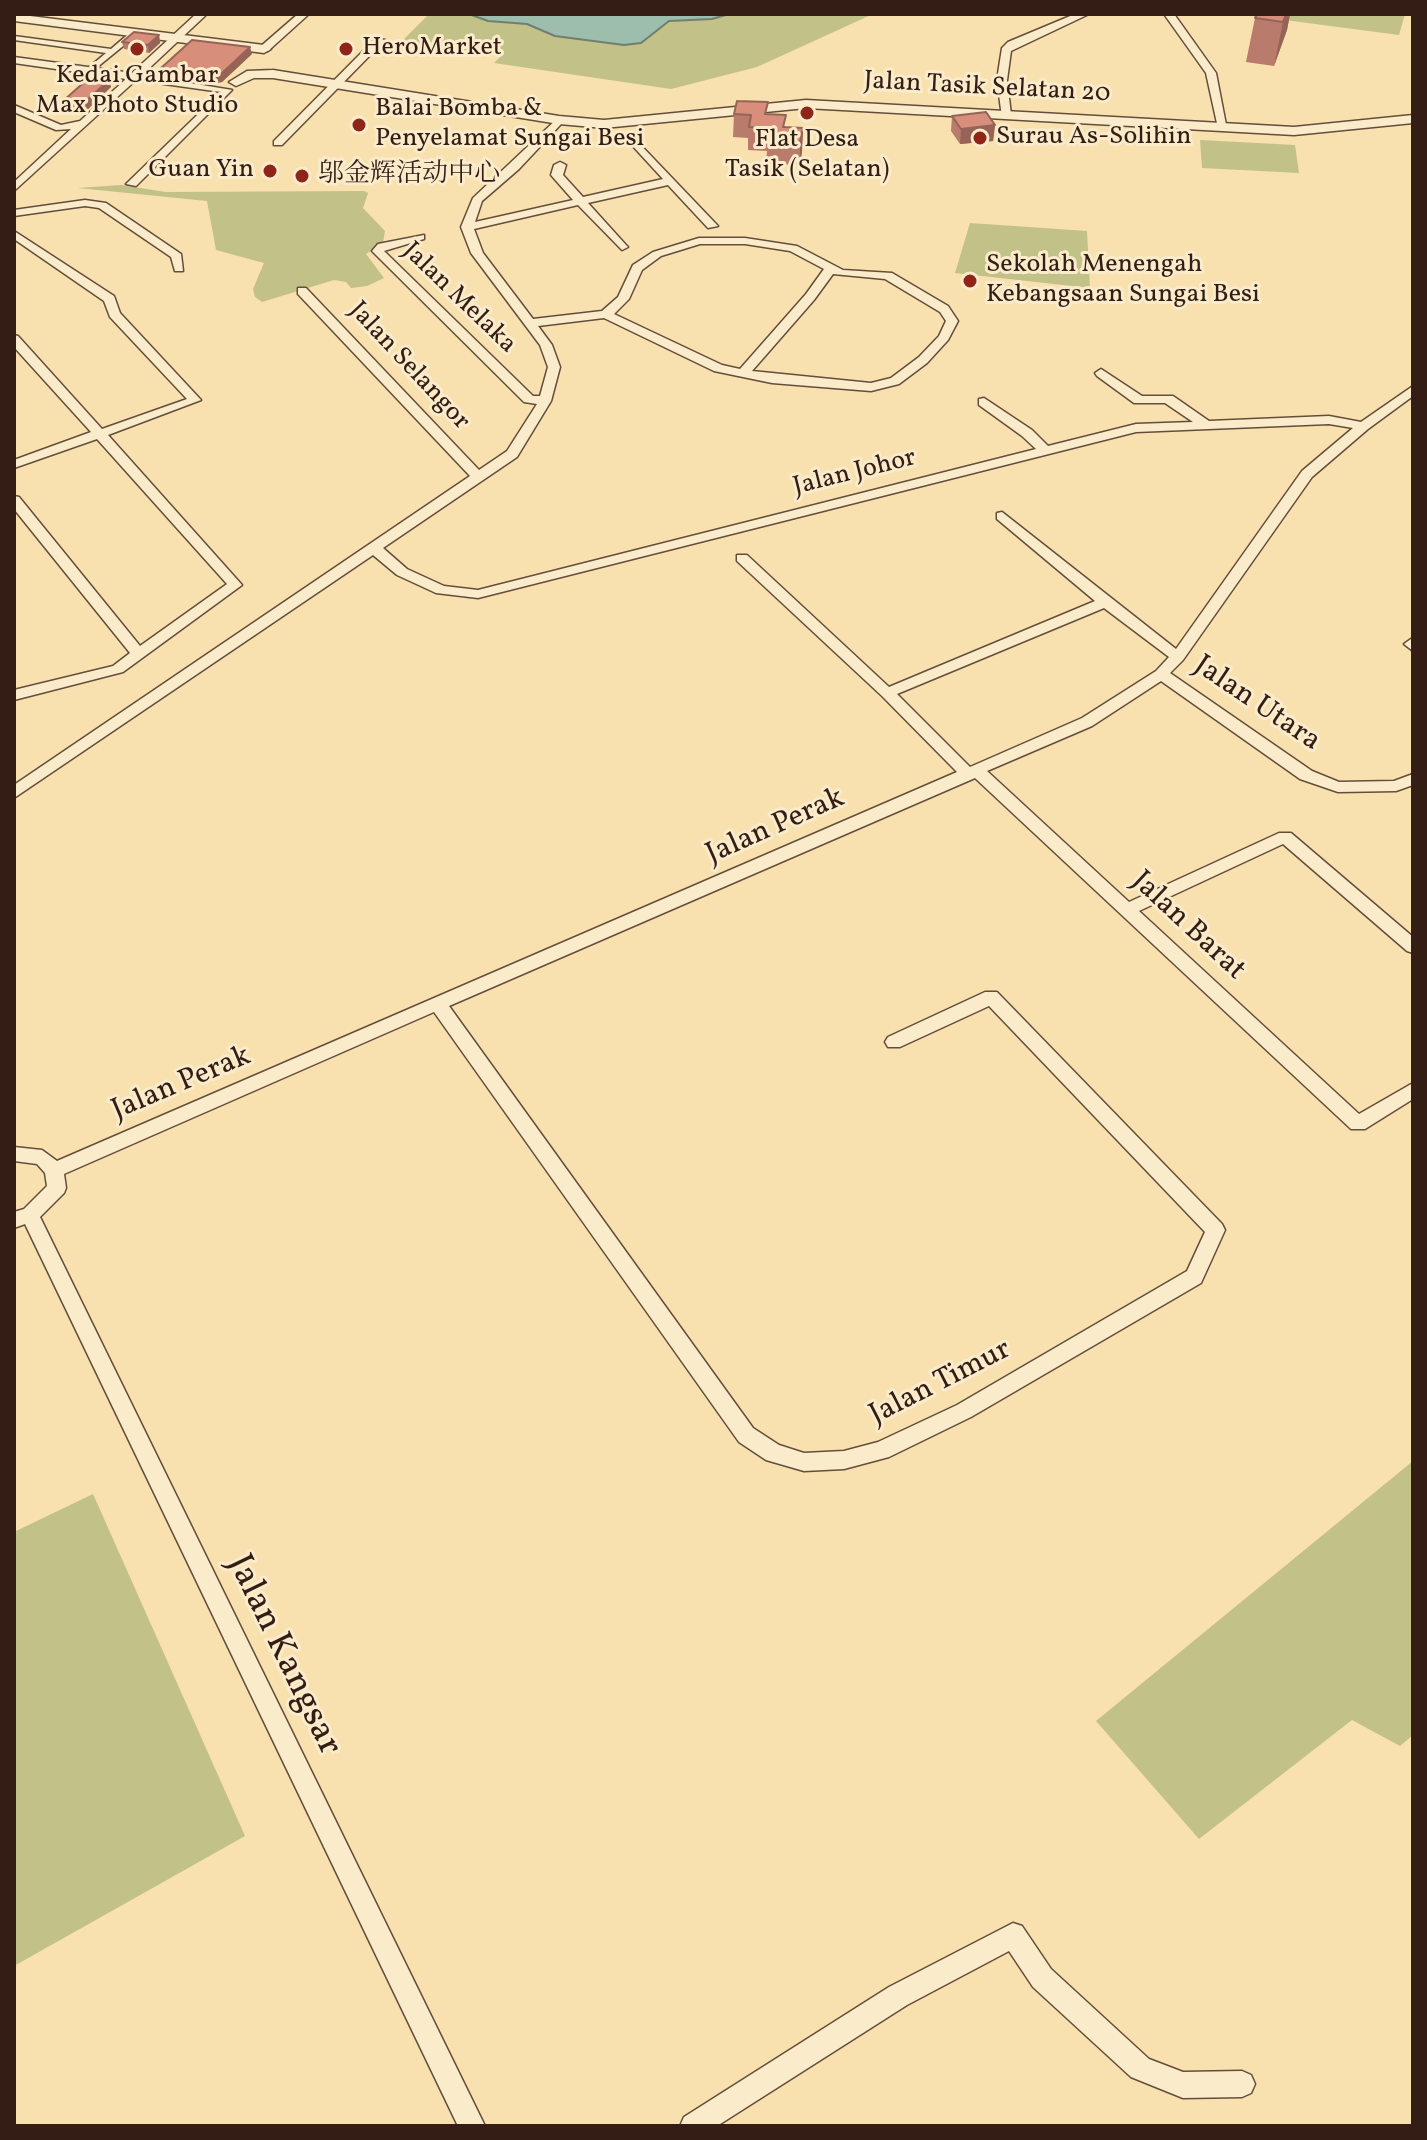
<!DOCTYPE html>
<meta charset="utf-8">
<style>
body{margin:0}
#map{position:relative;width:1427px;height:2140px;overflow:hidden;background:#f8e0af;font-family:Vollkorn,serif}
canvas{display:block}
.frame{position:absolute;inset:0;border:16px solid #331d14;pointer-events:none}
</style>
<div id="map">
<canvas width="1427" height="2140"></canvas>
<div class="frame"></div>
</div>
<script>
const ctx = document.querySelector('canvas').getContext('2d');
ctx.lineJoin = 'round';
function fill(path, color) { ctx.fillStyle = color; ctx.fill(path, 'evenodd'); }
const shape = rows => new Path2D(rows.map(r => 'M' + r).join(''));
function stroke(path, color, width, dash) { ctx.strokeStyle = color; ctx.lineWidth = width; ctx.lineCap = dash ? 'butt' : 'round'; ctx.setLineDash(dash || []); ctx.stroke(path); }
function drawText(font, color, halo, rows, align = 'center') {
  ctx.font = font + ' Vollkorn,"Noto Serif SC",serif'; ctx.lineWidth = 6; ctx.setLineDash([]); ctx.textBaseline = 'middle'; ctx.strokeStyle = halo; ctx.fillStyle = color; for (const [text, x, y, turn = 0] of rows) {
    ctx.save(); ctx.translate(x, y); ctx.rotate((+turn || 0) * Math.PI / 180); ctx.textAlign = isNaN(turn) ? turn : align; if (halo) ctx.strokeText(text, 0, 0); ctx.fillText(text, 0, 0); ctx.restore();
  }
}
fill(shape([
 [429,14,469,14,502,23,527,24,555,36,624,45,641,43,662,23,677,19,712,19,729,14,873,14,757,67,671,89,494,63,500,57,496,54,407,43,404,39],
 [1279,14,1405,14,1399,35,1277,19],
 [1200,140,1295,145,1299,173,1202,168],
 [121,185,166,192,364,191,368,193,363,208,385,231,383,243,366,254,384,278,367,286,351,288,346,282,334,280,262,302,255,297,253,289,264,263,216,250,207,201,78,188],
 [970,223,1087,231,1090,288,955,273],
 [1413,1461,1413,1735,1400,1746,1352,1720,1199,1839,1096,1721],
 [93,1494,245,1836,14,1966,14,1532]
]), '#c1c188');
const water = shape([
 [469,14,729,14,712,19,669,21,641,43,624,45,555,36,527,24,488,21,469,14]
]);
fill(water, '#9dbdad');
stroke(water, '#737d70', 2);
const pedestrian = shape([
 [132,31,139,33,90,73,86,71,87,69,106,53,14,40,14,36,111,49,132,31]
]);
const minor = shape([
 [196,14,207,14,142,75,232,90,136,186,126,184,221,92,136,80,14,191,14,182,71,129,56,130,14,112,14,105,61,125,80,121,126,79,14,63,14,57,132,73,196,14],
 [298,14,309,14,268,51,260,51,260,47,298,14],
 [1075,14,1089,14,1011,51,1007,80,1011,115,1002,117,997,80,1002,48,1008,42,1075,14],
 [1164,14,1174,14,1216,73,1227,130,1218,128,1206,73,1164,14],
 [376,38,385,40,282,145,274,145,274,141,376,38],
 [559,117,564,120,563,122,519,169,482,201,475,222,573,200,551,175,554,165,560,162,566,165,563,175,583,197,663,179,629,142,629,138,633,137,718,226,708,228,668,185,588,203,626,245,628,247,622,250,578,205,474,229,483,253,533,319,602,311,618,297,633,265,653,252,699,238,745,238,797,246,843,270,892,273,948,306,958,321,948,340,927,363,899,384,871,391,772,383,714,371,604,318,538,326,552,345,560,367,551,401,517,457,383,548,407,569,444,586,478,590,1036,449,1022,436,979,405,979,399,984,398,1032,430,1048,446,1136,424,1193,422,1165,403,1134,403,1097,376,1095,373,1101,369,1142,396,1173,396,1209,421,1329,416,1361,422,1413,386,1413,396,1368,429,1312,477,1183,660,1170,673,1312,771,1339,782,1394,781,1413,774,1413,785,1396,791,1338,792,1300,779,1161,681,1092,726,987,771,1129,902,1279,833,1291,833,1413,937,1413,953,1407,951,1283,844,1139,911,1359,1114,1413,1083,1413,1099,1365,1129,1351,1129,975,778,449,1006,753,1428,779,1445,804,1453,844,1451,878,1442,957,1405,1187,1271,1205,1232,989,1006,900,1047,888,1047,885,1042,888,1037,985,992,997,992,1222,1224,1225,1230,1201,1283,971,1417,889,1457,844,1469,804,1471,766,1460,739,1442,434,1012,64,1174,66,1188,64,1193,40,1217,485,2126,458,2126,25,1224,14,1228,14,1212,24,1209,47,1186,45,1173,37,1164,14,1161,14,1147,42,1150,57,1161,957,772,882,696,737,561,737,555,747,555,889,687,1095,601,997,519,997,513,1002,512,1176,649,1302,471,1353,428,1329,424,1136,432,478,598,436,593,397,575,373,555,14,798,14,785,470,476,298,294,298,288,306,288,479,470,507,451,537,404,524,402,372,251,378,244,424,235,424,239,384,251,533,396,540,396,548,367,540,345,471,253,461,227,473,198,559,117],
 [700,244,745,244,790,251,824,269,806,294,740,369,722,365,614,314,629,299,642,270,661,256,700,244],
 [833,274,885,279,940,312,946,321,939,336,919,357,891,378,871,383,752,371,814,300,833,274],
 [1104,608,1169,657,1156,671,1082,718,970,767,897,694,1104,608],
 [85,200,106,203,181,254,183,271,175,271,171,257,99,208,85,206,14,216,14,210,85,200],
 [14,231,114,296,120,313,201,400,108,435,242,585,123,672,14,700,14,690,113,666,130,653,14,509,14,496,19,497,140,646,227,584,97,439,14,468,14,460,91,432,14,347,14,335,18,336,102,429,187,399,110,317,104,301,14,239,14,231],
 [1411,639,1413,640,1413,651,1404,644,1411,639],
 [1013,1923,1022,1926,1051,1969,1149,2059,1183,2072,1242,2071,1251,2075,1255,2084,1251,2093,1242,2097,1183,2098,1131,2077,1033,1987,1009,1951,907,2005,717,2126,680,2126,684,2117,889,1987,1013,1923]
]);
const tertiary = shape([
 [14,14,264,45,271,49,264,53,14,21,14,14],
 [273,70,559,116,604,120,806,100,1294,127,1413,115,1413,123,1294,135,806,108,604,128,559,124,273,78,254,78,236,86,229,82,247,71,273,70]
]);
stroke(pedestrian, '#644e3b', 3);
stroke(minor, '#644e3b', 3);
stroke(tertiary, '#644e3b', 3);
fill(pedestrian, '#faebcb');
fill(minor, '#faebcb');
fill(tertiary, '#faebcb');
fill(shape([
 [1290,14,1287,30,1274,66,1246,62,1255,18],
 [159,35,160,43,149,53,124,49,122,42],
 [252,54,222,82,216,83,162,75,161,68],
 [111,87,87,110,65,109,63,101],
 [734,114,768,114,786,127,803,128,802,151,800,165,766,164,767,151,748,150,748,138,733,137],
 [952,116,995,125,993,141,960,144,951,131]
]), '#b97b6b');
fill(shape([
 [1286,14,1290,14,1287,30,1274,66,1283,22],
 [159,35,160,43,149,53,148,45],
 [250,47,252,54,222,82,216,83,215,76],
 [109,80,111,87,87,110,85,102],
 [995,125,993,141,960,144,961,129],
 [803,128,802,151,800,165,800,142]
]), '#966457');
const building = shape([
 [1257,14,1286,14,1283,22,1255,18,1257,14],
 [134,32,159,35,148,45,122,42,134,32],
 [192,40,250,47,221,74,215,76,161,68,192,40],
 [90,77,109,80,85,102,63,101,90,77],
 [737,101,768,102,765,114,786,115,783,127,803,128,800,142,767,141,770,128,749,127,751,115,734,114,737,101],
 [986,112,995,125,961,129,952,116,986,112]
]);
fill(building, '#d78f7c');
stroke(building, '#966457', 2);
for (const [x, y, r, color] of [
 [137,49,8,"#8f2418"],
 [346,49,8,"#8f2418"],
 [807,113,8,"#8f2418"],
 [359,125,8,"#8f2418"],
 [980,138,8,"#8f2418"],
 [270,171,8,"#8f2418"],
 [302,176,8,"#8f2418"],
 [970,281,8,"#8f2418"]
]) { const dot = new Path2D(); dot.arc(x, y, r, 0, 2 * Math.PI); ctx.fillStyle = color; ctx.fill(dot); stroke(dot, '#faebcb', 3); }
drawText('26px', '#331d14', '#faebcb', [
 ["HeroMarket",362,49],
 ["Kedai Gambar",137,77,"center"],
 ["Max Photo Studio",137,107,"center"],
 ["Balai Bomba &",375,110],
 ["Penyelamat Sungai Besi",375,140],
 ["Surau As-Solihin",996,138],
 ["Flat Desa",807,141,"center"],
 ["Tasik (Selatan)",807,171,"center"],
 ["Guan Yin",254,171,"right"],
 ["邬金辉活动中心",318,176],
 ["Sekolah Menengah",986,266],
 ["Kebangsaan Sungai Besi",986,296]
], 'left');
drawText('26px', '#331d14', '#faebcb', [
 ["Jalan Tasik Selatan 20",987,89,3],
 ["Jalan Melaka",458,299,44],
 ["Jalan Selangor",408,367,47],
 ["Jalan Johor",855,474,-14]
]);
drawText('30px', '#331d14', '#faebcb', [
 ["Jalan Utara",1256,705,34],
 ["Jalan Perak",776,828,-24],
 ["Jalan Barat",1187,927,43],
 ["Jalan Perak",182,1085,-23],
 ["Jalan Timur",941,1384,-27]
]);
drawText('36px', '#331d14', '#faebcb', [
 ["Jalan Kangsar",282,1656,64]
]);
</script>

What the task asks: Every line above in which the word "Vollkorn" is present must be copied into the answer.

Answer area:
#map{position:relative;width:1427px;height:2140px;overflow:hidden;background:#f8e0af;font-family:Vollkorn,serif}
  ctx.font = font + ' Vollkorn,"Noto Serif SC",serif'; ctx.lineWidth = 6; ctx.setLineDash([]); ctx.textBaseline = 'middle'; ctx.strokeStyle = halo; ctx.fillStyle = color; for (const [text, x, y, turn = 0] of rows) {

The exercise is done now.